Shows like Poker Face (Natasha Lyonne, 45, playing a human lie detector) and Hacks (Jean Smart, 73, playing a legendary Las Vegas comic) are no longer anomalies—they are the new standard. Jean Smart is having the best run of her career at 73, winning Emmys for roles that are sharp, sexual, funny, and vulnerable. neighbours milf free
The sustained momentum of mature women in entertainment signals a permanent cultural shift. Cinema is finally acknowledging that a woman's narrative does not conclude when she leaves her youth behind; rather, it enters its most compelling, complex, and cinematic chapter.
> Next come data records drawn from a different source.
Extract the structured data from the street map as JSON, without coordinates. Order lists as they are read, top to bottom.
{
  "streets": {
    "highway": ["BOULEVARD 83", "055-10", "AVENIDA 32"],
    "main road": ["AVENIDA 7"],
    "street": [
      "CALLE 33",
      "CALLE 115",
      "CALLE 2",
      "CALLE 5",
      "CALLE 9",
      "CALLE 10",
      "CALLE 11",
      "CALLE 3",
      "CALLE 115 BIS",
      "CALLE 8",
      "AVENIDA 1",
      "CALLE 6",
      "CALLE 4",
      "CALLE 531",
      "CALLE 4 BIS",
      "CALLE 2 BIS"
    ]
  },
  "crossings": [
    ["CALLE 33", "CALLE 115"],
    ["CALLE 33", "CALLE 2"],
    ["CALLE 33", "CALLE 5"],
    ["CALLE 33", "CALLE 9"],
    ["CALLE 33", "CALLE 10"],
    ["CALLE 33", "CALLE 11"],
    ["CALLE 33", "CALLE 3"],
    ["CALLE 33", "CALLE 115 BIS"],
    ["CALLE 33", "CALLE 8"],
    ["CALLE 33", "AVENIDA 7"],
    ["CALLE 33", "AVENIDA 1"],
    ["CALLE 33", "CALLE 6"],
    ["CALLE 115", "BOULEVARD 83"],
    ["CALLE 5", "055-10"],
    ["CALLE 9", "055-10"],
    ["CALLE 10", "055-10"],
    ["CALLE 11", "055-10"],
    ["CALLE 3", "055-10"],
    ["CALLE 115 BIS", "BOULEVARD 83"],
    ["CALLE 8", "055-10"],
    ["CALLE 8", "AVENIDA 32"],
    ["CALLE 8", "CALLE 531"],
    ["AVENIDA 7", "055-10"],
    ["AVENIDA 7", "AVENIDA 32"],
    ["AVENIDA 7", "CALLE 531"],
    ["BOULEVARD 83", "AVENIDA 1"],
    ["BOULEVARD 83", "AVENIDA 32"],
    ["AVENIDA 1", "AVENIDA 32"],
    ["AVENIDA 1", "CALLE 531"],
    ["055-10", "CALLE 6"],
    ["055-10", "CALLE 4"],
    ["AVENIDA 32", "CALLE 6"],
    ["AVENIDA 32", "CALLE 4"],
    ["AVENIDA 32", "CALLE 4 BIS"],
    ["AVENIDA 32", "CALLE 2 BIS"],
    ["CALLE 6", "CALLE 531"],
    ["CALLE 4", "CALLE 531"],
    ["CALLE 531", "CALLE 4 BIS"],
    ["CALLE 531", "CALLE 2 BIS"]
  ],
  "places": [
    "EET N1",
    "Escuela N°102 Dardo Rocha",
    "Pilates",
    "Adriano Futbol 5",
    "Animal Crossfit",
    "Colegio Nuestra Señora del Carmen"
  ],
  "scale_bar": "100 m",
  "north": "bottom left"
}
But the tide began to turn when audiences started demanding stories that reflected their own lives. The success of films and shows featuring women over 50 proved a financial reality that studios had long ignored: women over forty are the most underutilized demographic in media, yet they hold significant purchasing power and consumer influence. Jean Smart is having the best run of
While Hollywood commands the global spotlight, the struggle for representation of mature women is being waged on screens everywhere. In Europe, the AGE-C research project has constructed a relational database of 6,144 films and 13,356 persons from the film industries of Croatia, France, Germany, Hungary, Italy, Romania, Slovenia, Spain, and the UK between 2014 and 2023. The project investigates both on-screen representation and the career trajectories of aging stars within Europe’s diverse film industries, revealing that the marginalization of older women is not an American problem but a global one.
This is the long view of mature women in entertainment and cinema—where we have been, how far we have come, and the formidable road still ahead. But the tide began to turn when audiences
The takeaway is sobering. In 1998, women comprised 17% of individuals working in behind-the-scenes roles on top-grossing films. In 2024, that figure had crept up to 23%—an increase of just six percentage points in 27 years. As Lauzen herself has noted, the long-term trends in women’s employment are often lost in year-to-year fluctuations that reveal increases of a couple of percentage points one year only to be followed by decreases the next.
: The small screen is also witnessing a renaissance. At the 2025 Emmys, 13 women over the age of 50 were nominated for their performances, with icons like Jean Smart (74), Jamie Lee Curtis (66), and Jodie Foster (62) all taking home awards. Jane Seymour, at 74, stars in Harry Wild , playing a retired literature professor who becomes an amateur detective, refusing to fade into the background.
Against this grim backdrop, a remarkable counter-narrative has emerged. The 2025 awards season marked a watershed moment. At the Oscars, Demi Moore (62), Karla Sofía Gascón (52), and Fernanda Torres (59) were three of the five nominees for Best Actress in a Leading Role—the first time since 2007 that three women over 50 had received that honor. Angelina Jolie and Kate Winslet, both 49, were the youngest nominees for Best Actress in a Drama at the Golden Globes, among a cohort that included Pamela Anderson, Nicole Kidman, and Tilda Swinton. Moore won Best Actress in a Comedy. The recently concluded Golden Globes saw seven of the coveted Best Actress awards go to women over the age of 40.